Adani Ports named consultant to Dhamra Port ahead of acquisition3 min read . Updated: 12 Dec 2013, 12:54 AM IST
Dhamra Port wants the expertise of Adani Ports in running the port
Mumbai: Adani Ports and Special Economic Zone Ltd (APSEZ), which is set to buy Dhamra Port Co. Ltd for ₹ 5,000 crore, has been appointed as a management consultant to Dhamra Port, an equal joint venture of Larsen and Toubro Ltd (L&T) and Tata Steel Ltd, according to two people close to the development.
This is the first time in India a potential acquirer is coming on board at a target company ahead of an acquisition.
“Dhamra Port wanted the expertise of Adani Ports in running the port. Adani Ports was more than happy to extend its help," said one of the people. The second person said Citibank NA is advising Dhamra Port on potential stake sale and a deal would be concluded shortly. Both requested anonymity.
The Adani Group-controlled Adani Ports is set to buy Dhamra port in Odisha after its operator secured environmental and coastal clearances for its second phase of expansion, Mint reported on 22 October.
Being named as a consultant before the potential acquisition will give Adani Ports a chance to evaluate the proposal in a better way, according to Atul C. Kulkarni, an independent maritime consultant.
He did not rule out an overseas port company challenging the bid of Adani Ports in the last minute, considering the locational advantage for bulk cargo on the east coast.
“An acquirer playing the role of a consultant to the target firm reflects transparency in deal-making process. The acquirer is able to get insights into the business it plans to acquire. There are no surprises for both sides. At the same time, the buyer is able to maximize the value of the asset or firm before it pays for it by providing operational expertise and business know-how," said Vishwas Udgirkar, senior director at Deloitte India, a consultancy.
If the deal goes through, it will be one of the largest in India’s port’s sector.
Dhamra Port was awarded the rights by the Odisha government in 2004 to develop and operate the port for 30 years with an option to extend the contract for two additional periods of 10 years each.
The first phase of the port, which has a capacity to load 25 million tonnes (mt) of cargo, cost about ₹ 3,200 crore to build.
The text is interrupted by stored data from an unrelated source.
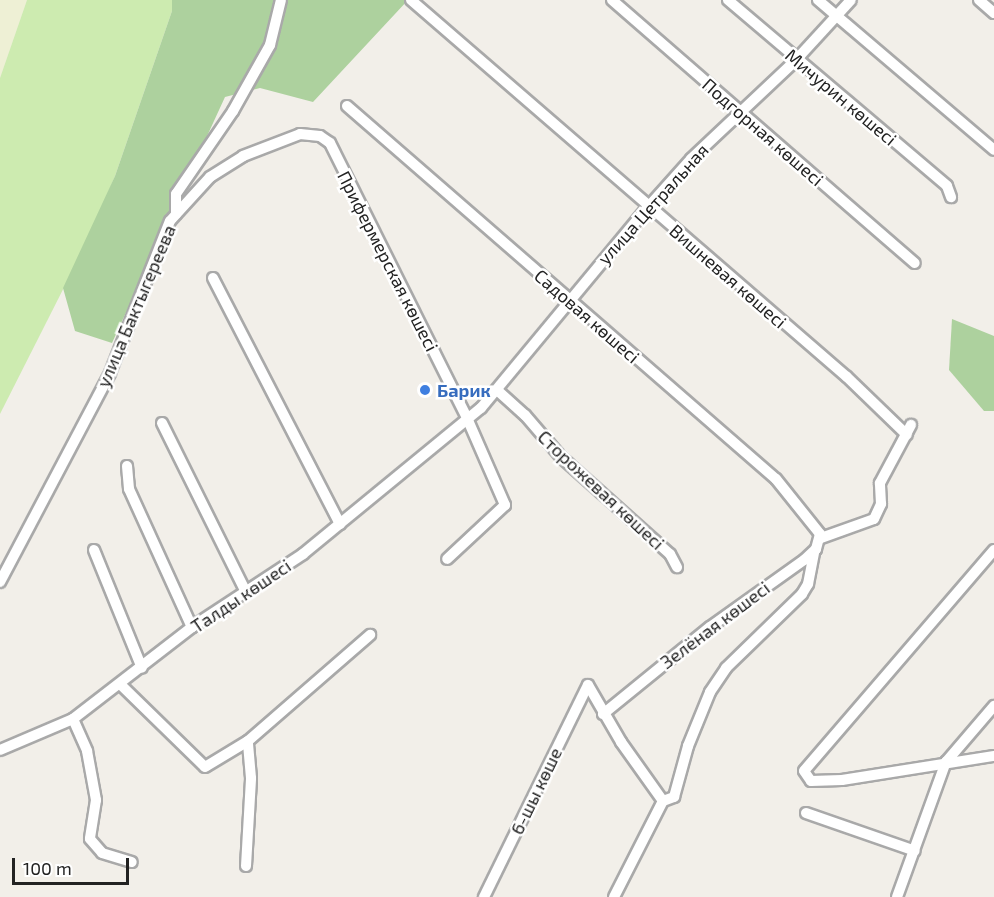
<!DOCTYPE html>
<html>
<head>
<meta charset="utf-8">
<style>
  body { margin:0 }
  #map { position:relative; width:994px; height:897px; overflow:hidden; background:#f2efe9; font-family:"Exo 2",sans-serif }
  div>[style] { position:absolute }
  .farmland>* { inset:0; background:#eef0d5 }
  .grass>* { inset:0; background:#cdebb0 }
  .forest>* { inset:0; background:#add19e }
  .roads { filter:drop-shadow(2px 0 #a9a9a9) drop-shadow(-2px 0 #a9a9a9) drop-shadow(0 2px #a9a9a9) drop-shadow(0 -2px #a9a9a9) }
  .minor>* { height:10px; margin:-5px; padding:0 5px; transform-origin:5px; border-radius:5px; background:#fff }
  .dots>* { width:16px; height:16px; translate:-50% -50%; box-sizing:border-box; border:3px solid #fff; border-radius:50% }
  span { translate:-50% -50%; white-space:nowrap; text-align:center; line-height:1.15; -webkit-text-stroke:5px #fff; paint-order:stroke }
  .street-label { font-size:18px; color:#222 }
  .shop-label { font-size:18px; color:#366cbe; font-weight:700 }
  .left { translate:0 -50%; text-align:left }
  .scale { position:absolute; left:12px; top:858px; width:117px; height:27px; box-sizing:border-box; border:3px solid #222; border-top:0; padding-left:8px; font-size:18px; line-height:21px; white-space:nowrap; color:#222; -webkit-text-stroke:4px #fff; paint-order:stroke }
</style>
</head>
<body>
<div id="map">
  <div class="farmland">
    <i style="clip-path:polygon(0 0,27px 0,0 78px)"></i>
  </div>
  <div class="grass">
    <i style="clip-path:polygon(27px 0,172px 0,172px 11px,115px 176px,88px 240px,0 414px,0 78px)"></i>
  </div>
  <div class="forest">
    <i style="clip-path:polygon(172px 0,408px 0,313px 102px,260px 88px,225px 97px,112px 343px,75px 331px,63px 288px,115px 176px,172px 11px)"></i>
    <i style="clip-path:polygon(952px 319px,994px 336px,994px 411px,984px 411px,949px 370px)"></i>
  </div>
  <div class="roads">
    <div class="minor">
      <i style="left:411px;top:0;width:576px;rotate:40.85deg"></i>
      <i style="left:847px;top:377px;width:83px;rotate:44deg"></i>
      <i style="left:612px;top:0;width:401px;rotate:41deg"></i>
      <i style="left:728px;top:0;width:287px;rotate:40.3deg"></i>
      <i style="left:947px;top:186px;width:12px;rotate:70deg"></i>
      <i style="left:818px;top:0;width:231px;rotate:40.4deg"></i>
      <i style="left:979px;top:0;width:20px;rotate:41deg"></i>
      <i style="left:347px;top:106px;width:568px;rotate:41.01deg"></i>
      <i style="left:776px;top:479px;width:70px;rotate:51.3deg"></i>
      <i style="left:820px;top:534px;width:16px;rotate:105deg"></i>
      <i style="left:816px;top:549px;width:16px;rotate:137deg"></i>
      <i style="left:804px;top:560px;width:115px;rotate:144.5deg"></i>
      <i style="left:710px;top:627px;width:138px;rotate:140.9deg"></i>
      <i style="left:176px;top:214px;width:20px;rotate:-90deg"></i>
      <i style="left:176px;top:194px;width:101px;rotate:-55.5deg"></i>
      <i style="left:233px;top:111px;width:76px;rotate:-60.7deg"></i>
      <i style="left:270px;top:45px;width:46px;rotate:-76.3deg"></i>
      <i style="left:213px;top:278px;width:277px;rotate:62.7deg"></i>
      <i style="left:497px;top:390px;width:38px;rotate:42deg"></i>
      <i style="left:525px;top:415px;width:55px;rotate:49.4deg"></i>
      <i style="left:561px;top:457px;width:146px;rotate:41.7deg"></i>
      <i style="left:670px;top:554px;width:15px;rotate:62deg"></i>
      <i style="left:162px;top:423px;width:189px;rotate:63.6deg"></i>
      <i style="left:127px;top:466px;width:23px;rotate:85deg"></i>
      <i style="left:129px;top:489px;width:152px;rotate:65.5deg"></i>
      <i style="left:821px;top:538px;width:56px;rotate:-19.7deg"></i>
      <i style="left:874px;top:519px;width:17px;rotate:-65deg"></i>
      <i style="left:881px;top:504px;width:21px;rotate:-93deg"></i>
      <i style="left:880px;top:483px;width:66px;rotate:-61.9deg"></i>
      <i style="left:94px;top:550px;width:127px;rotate:67.9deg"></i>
      <i style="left:994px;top:550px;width:291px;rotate:130.7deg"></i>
      <i style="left:804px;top:771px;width:12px;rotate:55deg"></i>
      <i style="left:811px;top:781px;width:31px;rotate:-2deg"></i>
      <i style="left:842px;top:780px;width:154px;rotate:-9deg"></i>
      <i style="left:0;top:582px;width:236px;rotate:-62.2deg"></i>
      <i style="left:110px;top:373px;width:163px;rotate:-68.5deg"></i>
      <i style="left:170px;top:221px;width:59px;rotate:-47.7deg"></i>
      <i style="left:210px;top:177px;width:39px;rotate:-32deg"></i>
      <i style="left:243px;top:156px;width:61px;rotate:-21.1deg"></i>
      <i style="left:300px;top:134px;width:20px;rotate:6deg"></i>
      <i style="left:320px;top:136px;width:12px;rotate:35deg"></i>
      <i style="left:330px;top:143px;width:307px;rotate:63.5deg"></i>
      <i style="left:467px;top:418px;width:95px;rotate:66.4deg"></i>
      <i style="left:505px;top:505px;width:79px;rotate:137deg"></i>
      <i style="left:121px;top:685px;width:117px;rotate:44.3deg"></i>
      <i style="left:205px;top:767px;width:50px;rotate:-31.2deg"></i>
      <i style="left:248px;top:741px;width:162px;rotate:-41deg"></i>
      <i style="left:588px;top:685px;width:66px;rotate:59.9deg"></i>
      <i style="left:621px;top:742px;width:72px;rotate:54.6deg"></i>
      <i style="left:73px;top:719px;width:35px;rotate:66deg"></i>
      <i style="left:87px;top:751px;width:50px;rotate:79.6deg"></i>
      <i style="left:96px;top:800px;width:39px;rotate:99deg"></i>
      <i style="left:90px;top:839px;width:18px;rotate:49deg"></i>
      <i style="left:102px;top:853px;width:31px;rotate:17deg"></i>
      <i style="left:0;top:750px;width:79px;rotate:-23deg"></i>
      <i style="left:73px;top:719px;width:150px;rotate:-37.7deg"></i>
      <i style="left:192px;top:627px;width:133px;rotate:-33.3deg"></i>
      <i style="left:303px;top:554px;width:230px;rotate:-39.4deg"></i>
      <i style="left:481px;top:408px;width:263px;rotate:-50.3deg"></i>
      <i style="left:649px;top:206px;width:63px;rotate:-48.2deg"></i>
      <i style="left:691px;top:159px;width:144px;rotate:-43.3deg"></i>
      <i style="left:796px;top:60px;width:81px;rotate:-47.5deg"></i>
      <i style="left:663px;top:801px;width:12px;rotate:-20deg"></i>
      <i style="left:674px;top:797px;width:53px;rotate:-74.6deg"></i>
      <i style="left:688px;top:746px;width:58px;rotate:-67.8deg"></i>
      <i style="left:710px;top:692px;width:29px;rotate:-56deg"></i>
      <i style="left:726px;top:668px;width:106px;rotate:-44.2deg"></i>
      <i style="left:802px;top:594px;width:12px;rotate:-59deg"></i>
      <i style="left:808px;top:584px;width:33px;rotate:-79deg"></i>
      <i style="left:806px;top:813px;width:115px;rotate:19.2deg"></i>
      <i style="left:246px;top:866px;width:88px;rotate:-86.7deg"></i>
      <i style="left:251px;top:778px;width:37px;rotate:-95deg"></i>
      <i style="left:484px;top:897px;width:236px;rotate:-63.9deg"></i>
      <i style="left:614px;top:897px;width:108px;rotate:-63deg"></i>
      <i style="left:897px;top:897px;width:144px;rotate:-70.1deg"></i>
      <i style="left:946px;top:762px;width:74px;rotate:-49.4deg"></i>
    </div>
  </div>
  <div class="dots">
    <i style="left:425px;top:390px;background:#3f7fe0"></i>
  </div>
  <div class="street-label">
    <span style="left:841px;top:97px;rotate:40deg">Мичурин көшесі</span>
    <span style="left:763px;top:132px;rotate:41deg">Подгорная көшесі</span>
    <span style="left:653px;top:204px;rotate:-48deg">улица Цетральная</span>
    <span style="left:388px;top:261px;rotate:63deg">Прифермерская көшесі</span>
    <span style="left:728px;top:276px;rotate:41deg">Вишневая көшесі</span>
    <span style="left:136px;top:306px;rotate:-67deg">улица Бактыгереева</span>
    <span style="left:587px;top:316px;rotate:41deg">Садовая көшесі</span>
    <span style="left:601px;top:490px;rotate:43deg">Сторожевая көшесі</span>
    <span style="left:241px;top:596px;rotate:-34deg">Талды көшесі</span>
    <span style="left:715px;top:625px;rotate:-37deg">Зелёная көшесі</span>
    <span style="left:536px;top:791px;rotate:-64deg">6-шы көше</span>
  </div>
  <div class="shop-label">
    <span class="left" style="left:437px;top:390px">Барик</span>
  </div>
  <div class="scale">100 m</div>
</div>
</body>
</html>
It started commercial operations in May 2011 from two fully mechanized berths capable of handling coking coal, steam and thermal coal, limestone and iron ore.
Experts say being a non-major port, Dhamra is a good proposition for Adani Ports as it is a harbour outside the control of the federal government and is free to set its own rates. In comparison, rates at the Union government-controlled ports are set by the Tariff Authority for Major Ports, or TAMP. Located between government-controlled Haldia and Paradip ports, Dhamra is one of the deepest ports on India’s eastern coast, capable of allowing the biggest of the dry bulk ships with a capacity to load as much as 180,000 tonnes of cargo to dock.
The master plan of the Dhamra Port envisages 15 berths, capable of handling more than 100 mt per annum of bulk, container and general cargo.
On Tuesday, rating firm ICRA Ltd said cargo traffic registered a modest growth during the second quarter of financial year 2014, with a 6% increase in volumes in the first half compared with a 1% contraction recorded in the year-earlier period and a 2% increase on a sequential basis.
“The growth at Adani Port’s flagship, Mundra port, has been driven mainly by upscaling of liquid cargo and dry bulk volumes, which registered a combined increase of 31%, even as container traffic growth has been relatively muted at about 18% year-on-year," it said.
Shares of Adani Ports fell by 1.94% to ₹ 156.80 on BSE, while the exchange’s benchmark Sensex declined by 0.39% to 21,171.41 points.